Dormir c'est mourir un peu. Même vivre c'est mourir, rappelle la mère, chaque jour qui passe rapprochant un peu plus de la mort. Lorsqu'elle s'endort pour la seconde fois (à la bibliothèque), Haewon a près d'elle, sur la table, le livre de Norbert Elias, The loneliness of dying. On peut y voir un écho au personnage du vieil homme qui traverse, en solitaire, la seconde partie du film (le vieillissement comme processus de désocialisation), mais aussi à la notion éliasienne d'individualisation (applicable aujourd'hui à toutes les sociétés modernes, même non-occidentales), à travers notamment le rapport particulier qui existe entre Haewon et les autres étudiants: assimilée à une étrangère, issue d'une famille riche, sortant en cachette avec son professeur, elle se trouve isolée du groupe, ce qui ne peut que renforcer son sentiment de solitude, l'impression qu'elle est seule pour affronter le monde (d'où son refuge dans les rêves), comme si la société, dont elle dépend malgré tout, l'empêchait de vivre véritablement sa vie.

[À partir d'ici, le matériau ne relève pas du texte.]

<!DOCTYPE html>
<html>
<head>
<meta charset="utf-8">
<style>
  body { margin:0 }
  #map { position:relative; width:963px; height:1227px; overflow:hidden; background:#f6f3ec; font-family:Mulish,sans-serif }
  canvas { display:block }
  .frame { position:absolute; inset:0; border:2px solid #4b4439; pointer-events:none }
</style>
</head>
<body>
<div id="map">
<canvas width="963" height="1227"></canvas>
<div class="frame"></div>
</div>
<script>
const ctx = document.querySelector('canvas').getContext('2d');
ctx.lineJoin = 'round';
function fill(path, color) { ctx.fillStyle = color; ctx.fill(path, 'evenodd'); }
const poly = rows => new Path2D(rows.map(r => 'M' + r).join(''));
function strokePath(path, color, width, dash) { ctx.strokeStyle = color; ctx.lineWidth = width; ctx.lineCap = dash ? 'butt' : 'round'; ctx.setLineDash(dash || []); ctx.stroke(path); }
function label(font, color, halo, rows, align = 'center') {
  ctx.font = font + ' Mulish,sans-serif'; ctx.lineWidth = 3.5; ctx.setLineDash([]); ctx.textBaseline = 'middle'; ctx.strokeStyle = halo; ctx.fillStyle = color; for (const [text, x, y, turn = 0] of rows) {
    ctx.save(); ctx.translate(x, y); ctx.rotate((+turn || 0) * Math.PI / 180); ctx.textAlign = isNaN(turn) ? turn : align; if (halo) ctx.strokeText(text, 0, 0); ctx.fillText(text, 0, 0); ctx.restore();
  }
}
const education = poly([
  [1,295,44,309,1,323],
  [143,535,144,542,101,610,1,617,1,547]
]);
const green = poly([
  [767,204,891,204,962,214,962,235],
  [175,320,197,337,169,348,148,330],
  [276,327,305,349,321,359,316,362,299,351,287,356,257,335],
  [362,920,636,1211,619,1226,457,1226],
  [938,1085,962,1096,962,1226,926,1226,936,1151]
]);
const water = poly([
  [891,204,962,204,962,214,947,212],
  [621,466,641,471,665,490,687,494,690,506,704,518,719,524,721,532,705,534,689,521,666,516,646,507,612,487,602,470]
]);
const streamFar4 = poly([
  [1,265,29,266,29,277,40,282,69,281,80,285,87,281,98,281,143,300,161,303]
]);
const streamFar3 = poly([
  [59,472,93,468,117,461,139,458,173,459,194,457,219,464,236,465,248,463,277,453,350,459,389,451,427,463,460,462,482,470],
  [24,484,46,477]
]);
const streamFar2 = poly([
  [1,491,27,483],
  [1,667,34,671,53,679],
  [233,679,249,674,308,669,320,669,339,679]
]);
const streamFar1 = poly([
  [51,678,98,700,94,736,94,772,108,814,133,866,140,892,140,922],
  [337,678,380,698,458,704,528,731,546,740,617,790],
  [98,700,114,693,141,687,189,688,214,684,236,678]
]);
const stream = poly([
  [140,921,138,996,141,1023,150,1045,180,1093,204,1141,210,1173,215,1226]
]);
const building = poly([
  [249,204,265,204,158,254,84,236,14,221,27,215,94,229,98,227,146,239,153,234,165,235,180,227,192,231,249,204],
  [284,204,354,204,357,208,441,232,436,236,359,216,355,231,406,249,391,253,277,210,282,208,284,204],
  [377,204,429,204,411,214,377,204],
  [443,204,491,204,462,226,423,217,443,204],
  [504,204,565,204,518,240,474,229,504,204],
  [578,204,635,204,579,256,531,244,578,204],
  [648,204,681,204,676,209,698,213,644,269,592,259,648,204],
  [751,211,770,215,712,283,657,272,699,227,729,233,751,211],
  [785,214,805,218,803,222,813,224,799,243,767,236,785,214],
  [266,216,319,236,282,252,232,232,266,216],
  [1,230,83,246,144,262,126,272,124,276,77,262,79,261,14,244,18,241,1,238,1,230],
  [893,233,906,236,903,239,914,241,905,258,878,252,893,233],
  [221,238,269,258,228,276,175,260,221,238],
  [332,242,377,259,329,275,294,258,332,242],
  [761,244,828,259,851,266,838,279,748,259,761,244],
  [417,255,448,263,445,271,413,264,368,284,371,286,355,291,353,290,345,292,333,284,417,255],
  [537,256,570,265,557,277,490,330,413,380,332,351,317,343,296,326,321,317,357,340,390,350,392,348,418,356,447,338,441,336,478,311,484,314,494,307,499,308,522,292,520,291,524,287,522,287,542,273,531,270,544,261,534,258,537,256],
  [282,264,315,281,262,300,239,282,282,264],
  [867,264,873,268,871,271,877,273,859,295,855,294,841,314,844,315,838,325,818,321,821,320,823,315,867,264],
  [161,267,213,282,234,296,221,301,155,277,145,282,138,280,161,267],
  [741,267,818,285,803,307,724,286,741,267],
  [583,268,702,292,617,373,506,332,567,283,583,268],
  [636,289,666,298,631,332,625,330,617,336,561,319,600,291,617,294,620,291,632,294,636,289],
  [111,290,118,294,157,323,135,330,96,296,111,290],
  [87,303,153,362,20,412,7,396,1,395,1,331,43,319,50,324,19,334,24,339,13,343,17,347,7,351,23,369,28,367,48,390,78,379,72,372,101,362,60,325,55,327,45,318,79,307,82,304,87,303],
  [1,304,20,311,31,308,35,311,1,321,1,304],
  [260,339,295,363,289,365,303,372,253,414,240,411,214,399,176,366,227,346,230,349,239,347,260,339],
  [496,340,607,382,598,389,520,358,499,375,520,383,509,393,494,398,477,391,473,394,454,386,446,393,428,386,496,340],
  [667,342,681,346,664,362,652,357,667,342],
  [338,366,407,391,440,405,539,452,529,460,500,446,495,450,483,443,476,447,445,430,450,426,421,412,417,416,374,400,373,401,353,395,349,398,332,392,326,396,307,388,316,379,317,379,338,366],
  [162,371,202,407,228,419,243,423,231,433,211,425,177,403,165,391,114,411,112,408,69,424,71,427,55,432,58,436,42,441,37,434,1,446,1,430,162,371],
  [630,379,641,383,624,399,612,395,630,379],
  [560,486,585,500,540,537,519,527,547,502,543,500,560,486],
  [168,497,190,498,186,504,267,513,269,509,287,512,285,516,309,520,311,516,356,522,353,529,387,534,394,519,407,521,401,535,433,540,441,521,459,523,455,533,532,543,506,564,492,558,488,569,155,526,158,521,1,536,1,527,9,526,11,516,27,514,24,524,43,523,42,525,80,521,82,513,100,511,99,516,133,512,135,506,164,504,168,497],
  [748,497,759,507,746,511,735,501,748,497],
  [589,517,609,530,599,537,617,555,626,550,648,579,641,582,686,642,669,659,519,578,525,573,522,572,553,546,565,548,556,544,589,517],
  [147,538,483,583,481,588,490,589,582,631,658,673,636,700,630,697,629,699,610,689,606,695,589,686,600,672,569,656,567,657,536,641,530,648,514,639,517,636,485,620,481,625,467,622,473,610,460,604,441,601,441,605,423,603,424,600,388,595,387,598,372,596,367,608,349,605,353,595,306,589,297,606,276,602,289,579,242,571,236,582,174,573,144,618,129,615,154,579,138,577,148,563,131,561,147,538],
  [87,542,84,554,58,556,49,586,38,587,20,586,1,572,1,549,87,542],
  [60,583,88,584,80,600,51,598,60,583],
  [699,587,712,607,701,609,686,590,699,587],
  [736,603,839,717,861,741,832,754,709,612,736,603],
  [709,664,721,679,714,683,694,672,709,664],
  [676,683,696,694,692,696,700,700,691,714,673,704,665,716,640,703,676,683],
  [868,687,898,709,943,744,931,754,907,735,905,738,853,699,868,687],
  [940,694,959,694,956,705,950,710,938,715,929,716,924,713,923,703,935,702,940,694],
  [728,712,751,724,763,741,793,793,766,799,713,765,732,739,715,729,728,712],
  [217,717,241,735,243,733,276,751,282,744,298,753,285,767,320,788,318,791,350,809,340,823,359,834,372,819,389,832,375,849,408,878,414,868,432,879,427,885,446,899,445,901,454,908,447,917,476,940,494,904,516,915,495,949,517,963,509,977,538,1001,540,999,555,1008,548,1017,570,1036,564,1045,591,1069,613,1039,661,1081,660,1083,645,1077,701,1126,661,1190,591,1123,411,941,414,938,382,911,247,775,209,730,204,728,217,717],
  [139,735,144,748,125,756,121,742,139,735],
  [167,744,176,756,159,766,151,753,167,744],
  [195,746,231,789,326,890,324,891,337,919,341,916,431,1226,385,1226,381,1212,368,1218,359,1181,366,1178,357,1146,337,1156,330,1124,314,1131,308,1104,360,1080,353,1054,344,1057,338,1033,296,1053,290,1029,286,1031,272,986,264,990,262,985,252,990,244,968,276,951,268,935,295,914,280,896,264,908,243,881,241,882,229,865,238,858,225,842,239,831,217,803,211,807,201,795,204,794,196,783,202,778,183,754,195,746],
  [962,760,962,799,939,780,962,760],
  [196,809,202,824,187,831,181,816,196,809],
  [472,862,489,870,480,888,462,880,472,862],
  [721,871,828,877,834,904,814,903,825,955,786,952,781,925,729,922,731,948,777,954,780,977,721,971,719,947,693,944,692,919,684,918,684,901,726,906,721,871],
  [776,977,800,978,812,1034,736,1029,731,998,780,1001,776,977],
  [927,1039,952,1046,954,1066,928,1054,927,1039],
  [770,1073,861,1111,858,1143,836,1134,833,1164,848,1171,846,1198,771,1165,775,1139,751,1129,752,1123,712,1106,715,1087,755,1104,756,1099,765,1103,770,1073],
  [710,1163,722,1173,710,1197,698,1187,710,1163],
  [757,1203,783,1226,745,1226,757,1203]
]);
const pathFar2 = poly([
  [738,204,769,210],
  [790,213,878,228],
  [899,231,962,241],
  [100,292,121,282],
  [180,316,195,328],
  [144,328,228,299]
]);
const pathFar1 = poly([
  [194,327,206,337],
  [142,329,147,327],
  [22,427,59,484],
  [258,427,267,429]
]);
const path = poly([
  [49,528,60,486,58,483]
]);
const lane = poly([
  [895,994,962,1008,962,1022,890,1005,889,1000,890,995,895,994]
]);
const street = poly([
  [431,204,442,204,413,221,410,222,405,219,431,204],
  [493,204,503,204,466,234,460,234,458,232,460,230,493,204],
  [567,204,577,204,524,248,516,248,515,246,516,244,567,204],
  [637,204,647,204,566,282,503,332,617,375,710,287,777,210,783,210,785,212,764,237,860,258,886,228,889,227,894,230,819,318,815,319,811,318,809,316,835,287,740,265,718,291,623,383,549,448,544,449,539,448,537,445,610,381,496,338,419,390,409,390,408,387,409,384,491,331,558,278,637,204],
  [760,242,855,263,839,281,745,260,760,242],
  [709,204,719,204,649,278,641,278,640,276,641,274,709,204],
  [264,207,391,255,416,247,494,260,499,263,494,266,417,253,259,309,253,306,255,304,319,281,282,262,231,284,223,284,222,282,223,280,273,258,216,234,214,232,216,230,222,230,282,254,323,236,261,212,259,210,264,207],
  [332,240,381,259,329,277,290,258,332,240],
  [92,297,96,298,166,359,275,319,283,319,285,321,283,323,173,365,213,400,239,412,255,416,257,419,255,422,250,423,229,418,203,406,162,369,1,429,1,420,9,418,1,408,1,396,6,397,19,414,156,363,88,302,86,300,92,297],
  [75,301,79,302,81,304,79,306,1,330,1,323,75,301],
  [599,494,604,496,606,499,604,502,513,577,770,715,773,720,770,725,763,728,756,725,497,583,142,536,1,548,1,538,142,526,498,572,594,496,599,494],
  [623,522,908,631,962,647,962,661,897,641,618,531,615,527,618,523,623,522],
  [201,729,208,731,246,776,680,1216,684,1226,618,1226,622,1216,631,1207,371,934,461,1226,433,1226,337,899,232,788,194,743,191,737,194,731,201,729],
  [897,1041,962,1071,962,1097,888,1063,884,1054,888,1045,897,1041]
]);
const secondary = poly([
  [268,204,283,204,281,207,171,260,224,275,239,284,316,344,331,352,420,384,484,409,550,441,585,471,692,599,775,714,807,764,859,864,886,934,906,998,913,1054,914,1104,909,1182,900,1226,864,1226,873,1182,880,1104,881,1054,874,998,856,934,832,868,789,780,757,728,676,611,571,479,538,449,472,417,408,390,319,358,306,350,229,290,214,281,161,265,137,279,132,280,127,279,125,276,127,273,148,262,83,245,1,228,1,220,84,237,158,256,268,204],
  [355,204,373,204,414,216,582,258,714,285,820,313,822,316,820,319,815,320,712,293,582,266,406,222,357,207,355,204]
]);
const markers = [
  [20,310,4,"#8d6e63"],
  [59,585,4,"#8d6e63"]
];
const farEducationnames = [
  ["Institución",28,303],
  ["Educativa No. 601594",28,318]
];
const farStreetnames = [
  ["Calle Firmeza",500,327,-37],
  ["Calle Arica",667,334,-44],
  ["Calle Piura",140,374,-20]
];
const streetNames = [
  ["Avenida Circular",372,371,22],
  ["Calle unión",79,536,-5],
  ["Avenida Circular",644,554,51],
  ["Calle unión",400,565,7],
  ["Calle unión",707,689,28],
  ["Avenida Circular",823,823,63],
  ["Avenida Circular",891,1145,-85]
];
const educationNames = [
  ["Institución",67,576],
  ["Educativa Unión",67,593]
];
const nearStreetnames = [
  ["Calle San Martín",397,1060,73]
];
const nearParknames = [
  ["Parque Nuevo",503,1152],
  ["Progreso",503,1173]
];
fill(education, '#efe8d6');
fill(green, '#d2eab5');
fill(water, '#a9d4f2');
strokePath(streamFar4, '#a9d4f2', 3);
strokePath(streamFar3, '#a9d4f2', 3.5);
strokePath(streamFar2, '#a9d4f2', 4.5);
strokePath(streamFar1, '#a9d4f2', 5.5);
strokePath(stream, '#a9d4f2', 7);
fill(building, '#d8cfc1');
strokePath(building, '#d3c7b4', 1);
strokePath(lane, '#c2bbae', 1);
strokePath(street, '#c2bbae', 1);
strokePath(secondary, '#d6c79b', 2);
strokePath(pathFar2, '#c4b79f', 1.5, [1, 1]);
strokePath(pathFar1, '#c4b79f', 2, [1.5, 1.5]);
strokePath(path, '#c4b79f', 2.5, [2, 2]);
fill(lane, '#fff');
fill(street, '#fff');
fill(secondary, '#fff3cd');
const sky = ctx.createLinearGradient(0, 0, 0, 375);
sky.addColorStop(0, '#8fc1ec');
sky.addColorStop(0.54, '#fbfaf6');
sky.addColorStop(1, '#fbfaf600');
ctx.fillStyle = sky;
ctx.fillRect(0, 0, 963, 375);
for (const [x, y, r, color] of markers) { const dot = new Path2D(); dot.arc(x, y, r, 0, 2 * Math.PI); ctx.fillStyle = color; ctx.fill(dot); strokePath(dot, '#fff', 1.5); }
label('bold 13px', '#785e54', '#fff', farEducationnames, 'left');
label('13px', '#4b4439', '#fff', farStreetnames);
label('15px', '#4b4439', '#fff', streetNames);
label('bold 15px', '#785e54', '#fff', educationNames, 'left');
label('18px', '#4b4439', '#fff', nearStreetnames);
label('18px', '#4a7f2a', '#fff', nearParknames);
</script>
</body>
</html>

Avec Haewon, et son chromatisme godardien - du rouge au bleu, du pull rouge d'Haewon à sa chemise bleue, en passant par le rouge/bleu d'un pull en V sur un T-shirt -, où se mêlent le nu et le massif, à l'image du parc Sajik de la première partie, à la fois nu et massif avec ses statues trop grandes (comme Haewon), et du fort Namhan de la seconde partie, à la fois massif et nu avec ses drapeaux déchirés par le vent (comme l'amour), qui interroge la mort, via le départ d'une mère, la solitude d'une jeune fille (égale à celle des aînés, cf. la très belle scène où le vieil homme donne à boire à Haewon) et l'impossibilité de l'amour, à l'instar du 2e mouvement de la 7e symphonie de Beethoven (qui scandait déjà Night and day), et son allure de marche funèbre, entendu ici sur un vieux magnéto au son dégueulasse, avec Haewon donc, Hong Sang-soo nous livre un de ses films les plus pessimistes, mais aussi un de ses plus beaux, et peut-être le plus émouvant, l'émotion étant d'autant plus forte que l'humour n'y est pas exclu. Ainsi lorsque l'amant dit à Haewon sur un ton plaintif: "Le bébé me téléphone sans arrêt.", qu'elle s'en étonne: "Le bébé peut téléphoner?" et qu'il lui répond, avec le plus grand sérieux: "Non, sa mère le fait pour lui." Merveilleux.